-------- GIVEN RECORDS --------

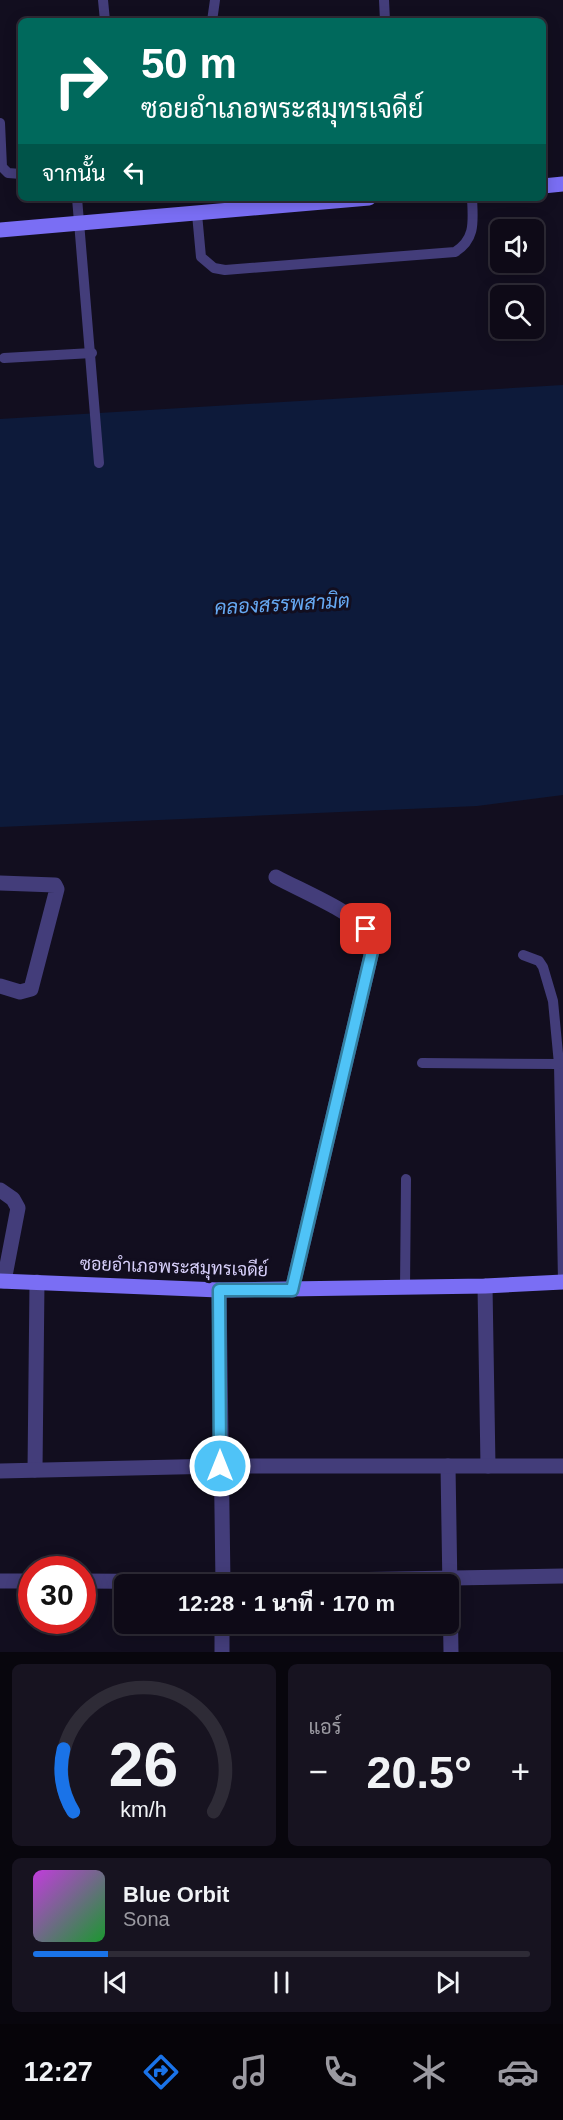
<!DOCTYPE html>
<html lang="th">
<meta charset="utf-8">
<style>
:root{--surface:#0e0a17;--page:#171320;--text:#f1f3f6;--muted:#9b9aa1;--line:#2e2b36;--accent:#1a73e8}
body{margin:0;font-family:Arial,Sarabun,sans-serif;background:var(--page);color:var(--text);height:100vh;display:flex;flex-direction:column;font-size:22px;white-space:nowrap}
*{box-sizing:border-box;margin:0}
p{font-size:20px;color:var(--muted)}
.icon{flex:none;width:33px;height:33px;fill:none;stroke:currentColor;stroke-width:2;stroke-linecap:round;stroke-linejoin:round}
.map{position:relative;height:1652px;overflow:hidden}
.panel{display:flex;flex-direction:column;gap:12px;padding:12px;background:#08060d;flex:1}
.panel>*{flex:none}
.top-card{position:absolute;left:18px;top:18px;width:528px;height:183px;border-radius:9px;box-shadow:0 3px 15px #0003,0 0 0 2px var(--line);background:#00695c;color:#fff;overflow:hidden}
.buttons{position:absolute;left:490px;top:219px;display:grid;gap:12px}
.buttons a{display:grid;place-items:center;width:54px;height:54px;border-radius:9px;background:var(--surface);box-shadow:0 3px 15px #0003,0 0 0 2px var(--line);font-size:30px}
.speed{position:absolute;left:18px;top:1556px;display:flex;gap:12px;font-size:30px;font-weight:700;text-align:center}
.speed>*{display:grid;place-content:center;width:78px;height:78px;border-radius:50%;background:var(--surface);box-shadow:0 3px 15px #0003,0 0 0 2px var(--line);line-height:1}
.speed .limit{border:9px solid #d22;background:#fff;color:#111}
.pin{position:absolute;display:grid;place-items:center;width:51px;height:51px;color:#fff;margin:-26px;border-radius:12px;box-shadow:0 3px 9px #0006}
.me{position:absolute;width:66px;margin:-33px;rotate:0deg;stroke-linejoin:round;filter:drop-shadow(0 0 4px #0008)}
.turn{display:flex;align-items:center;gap:21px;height:126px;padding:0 24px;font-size:27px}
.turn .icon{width:78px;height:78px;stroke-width:2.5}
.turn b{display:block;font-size:42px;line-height:51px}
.then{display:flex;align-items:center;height:57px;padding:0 24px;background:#0003;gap:12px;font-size:22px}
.big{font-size:45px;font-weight:800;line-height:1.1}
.panel .widget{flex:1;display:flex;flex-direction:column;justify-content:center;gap:9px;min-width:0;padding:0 21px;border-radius:9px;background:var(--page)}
.panel .dial{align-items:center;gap:0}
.dial svg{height:156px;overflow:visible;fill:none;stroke:var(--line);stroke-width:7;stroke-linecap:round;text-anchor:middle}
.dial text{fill:var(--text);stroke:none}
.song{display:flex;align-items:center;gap:18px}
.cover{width:72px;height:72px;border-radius:9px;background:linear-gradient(135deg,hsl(290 70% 55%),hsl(130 70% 35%))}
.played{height:6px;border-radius:3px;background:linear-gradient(90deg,var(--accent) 15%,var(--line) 15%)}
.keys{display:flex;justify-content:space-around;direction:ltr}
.heat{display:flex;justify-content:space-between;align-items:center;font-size:33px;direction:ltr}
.panel .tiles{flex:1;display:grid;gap:12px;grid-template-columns:1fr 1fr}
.widget:last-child{grid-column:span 2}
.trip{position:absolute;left:114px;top:1574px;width:345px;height:60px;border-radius:9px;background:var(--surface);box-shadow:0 3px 15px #0003,0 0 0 2px var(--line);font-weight:800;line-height:60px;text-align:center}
.menu{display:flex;height:96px;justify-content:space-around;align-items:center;background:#060409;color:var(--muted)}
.menu .icon{width:42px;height:42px}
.menu .current{color:var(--accent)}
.menu b{font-size:27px;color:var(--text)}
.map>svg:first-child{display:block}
</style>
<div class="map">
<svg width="563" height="1652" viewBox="0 0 563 1652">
<rect width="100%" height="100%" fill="#120e1f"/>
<!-- water -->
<path fill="#0d1a3a" d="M563,385V795L477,806L0,827V419Z"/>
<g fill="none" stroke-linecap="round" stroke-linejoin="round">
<!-- lane -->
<g stroke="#433d7a" stroke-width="10">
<path d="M103,0L105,21"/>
<path d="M384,0L385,21"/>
<path d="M212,21L215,0"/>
<path d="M0,123L2,167L8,173L21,174"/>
<path d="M77,198L99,463"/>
<path d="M197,214L201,257L214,268L225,270L455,252C476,239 473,221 472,198"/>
<path d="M4,358L92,353"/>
<path d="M523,955L539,961L543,967L553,1001L559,1064L563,1282"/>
<path d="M422,1063L559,1064"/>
<path d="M405,1288L406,1179"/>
</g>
<!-- street -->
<g stroke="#433d7a" stroke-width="15">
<path d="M276,877C300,890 348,910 366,929C372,935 372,942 372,951L292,1290"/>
<path d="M0,883L55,885L57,889L31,989L20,992L0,986"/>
<path d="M0,1190L13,1199L18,1208L4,1281"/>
<path d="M485,1286L488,1466"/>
<path d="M219,1290L223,1584"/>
<path d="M448,1466L451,1652"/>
<path d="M35,1470L37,1282"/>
<path d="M0,1471L220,1466H563"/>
<path d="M0,1581H32"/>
<path d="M82,1581L223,1582L563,1576"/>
<path d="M222,1652V1623"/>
</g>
<!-- secondary -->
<g stroke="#7a6ef4" stroke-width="15">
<path d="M543,186L563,184"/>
<path d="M0,230L369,198"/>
<path d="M0,1281L219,1290L485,1286L563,1282"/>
</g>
</g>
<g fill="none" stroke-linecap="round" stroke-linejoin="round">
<!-- route casing -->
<g stroke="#337fa1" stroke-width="15">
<path id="route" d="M220,1466L219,1290H292L372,951V938L366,929"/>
</g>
<!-- route -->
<use href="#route" stroke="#4fc3f7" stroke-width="10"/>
</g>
<g text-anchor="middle" stroke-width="6" stroke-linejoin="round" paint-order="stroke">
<!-- street labels -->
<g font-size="18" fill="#d8d0fb" stroke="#120e1f">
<text transform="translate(174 1267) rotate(2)" y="6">ซอยอำเภอพระสมุทรเจดีย์</text>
</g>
<!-- water labels -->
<g font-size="20" font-style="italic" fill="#66a9f3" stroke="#120e1f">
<text transform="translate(282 604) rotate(-3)" y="7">คลองสรรพสามิต</text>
</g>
</g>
</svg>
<div class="buttons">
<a><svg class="icon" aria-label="sound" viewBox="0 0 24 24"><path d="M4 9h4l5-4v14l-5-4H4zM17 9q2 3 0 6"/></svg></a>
<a><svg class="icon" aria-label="search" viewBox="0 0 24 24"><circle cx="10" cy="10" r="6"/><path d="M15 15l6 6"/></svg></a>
</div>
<div class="speed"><div class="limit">30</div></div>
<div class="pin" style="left:366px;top:929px;background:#d93025"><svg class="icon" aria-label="arrive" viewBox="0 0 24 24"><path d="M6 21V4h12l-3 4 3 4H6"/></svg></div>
<svg class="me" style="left:220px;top:1466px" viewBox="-20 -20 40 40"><circle r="17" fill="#4fc3f7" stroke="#fff" stroke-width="3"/><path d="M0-11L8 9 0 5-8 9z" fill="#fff"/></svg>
<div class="trip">12:28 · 1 นาที · 170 m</div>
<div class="top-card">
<div class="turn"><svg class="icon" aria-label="right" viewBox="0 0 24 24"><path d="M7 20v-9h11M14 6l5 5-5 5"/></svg><div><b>50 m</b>ซอยอำเภอพระสมุทรเจดีย์</div></div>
<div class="then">จากนั้น<svg class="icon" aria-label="left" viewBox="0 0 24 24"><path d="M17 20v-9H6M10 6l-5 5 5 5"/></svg></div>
</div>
</div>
<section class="panel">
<div class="tiles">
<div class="widget dial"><svg viewBox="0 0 100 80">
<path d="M14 69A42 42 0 1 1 86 69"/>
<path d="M14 69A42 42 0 0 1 9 37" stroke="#1a73e8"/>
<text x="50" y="56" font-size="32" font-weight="700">26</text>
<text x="50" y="72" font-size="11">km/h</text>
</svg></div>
<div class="widget"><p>แอร์</p>
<div class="heat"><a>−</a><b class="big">20.5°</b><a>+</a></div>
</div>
<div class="widget">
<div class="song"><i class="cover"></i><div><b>Blue Orbit</b><p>Sona</p></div></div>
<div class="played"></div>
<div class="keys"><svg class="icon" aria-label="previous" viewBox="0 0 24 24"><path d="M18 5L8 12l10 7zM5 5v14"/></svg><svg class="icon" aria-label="pause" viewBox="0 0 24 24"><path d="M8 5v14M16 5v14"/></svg><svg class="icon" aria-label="next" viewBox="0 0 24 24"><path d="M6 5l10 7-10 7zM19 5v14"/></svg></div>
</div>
</div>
</section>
<nav class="menu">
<b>12:27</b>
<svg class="icon current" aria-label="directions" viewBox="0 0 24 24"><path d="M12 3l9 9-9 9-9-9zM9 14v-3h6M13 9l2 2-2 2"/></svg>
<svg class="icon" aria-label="music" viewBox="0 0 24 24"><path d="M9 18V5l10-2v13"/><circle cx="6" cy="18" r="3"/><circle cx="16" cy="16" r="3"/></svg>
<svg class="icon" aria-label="phone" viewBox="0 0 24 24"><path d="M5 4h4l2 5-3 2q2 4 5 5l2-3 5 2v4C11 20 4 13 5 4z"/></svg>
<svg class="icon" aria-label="climate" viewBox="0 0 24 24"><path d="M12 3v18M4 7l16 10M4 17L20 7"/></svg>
<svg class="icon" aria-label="car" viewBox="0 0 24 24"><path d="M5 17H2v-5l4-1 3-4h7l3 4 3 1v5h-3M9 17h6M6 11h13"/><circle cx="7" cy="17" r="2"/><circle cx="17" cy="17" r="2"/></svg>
</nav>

--------

» EXERCISE AIM: Return only the number of lines in the data that contain "margin".

» YOUR SOLUTION: 4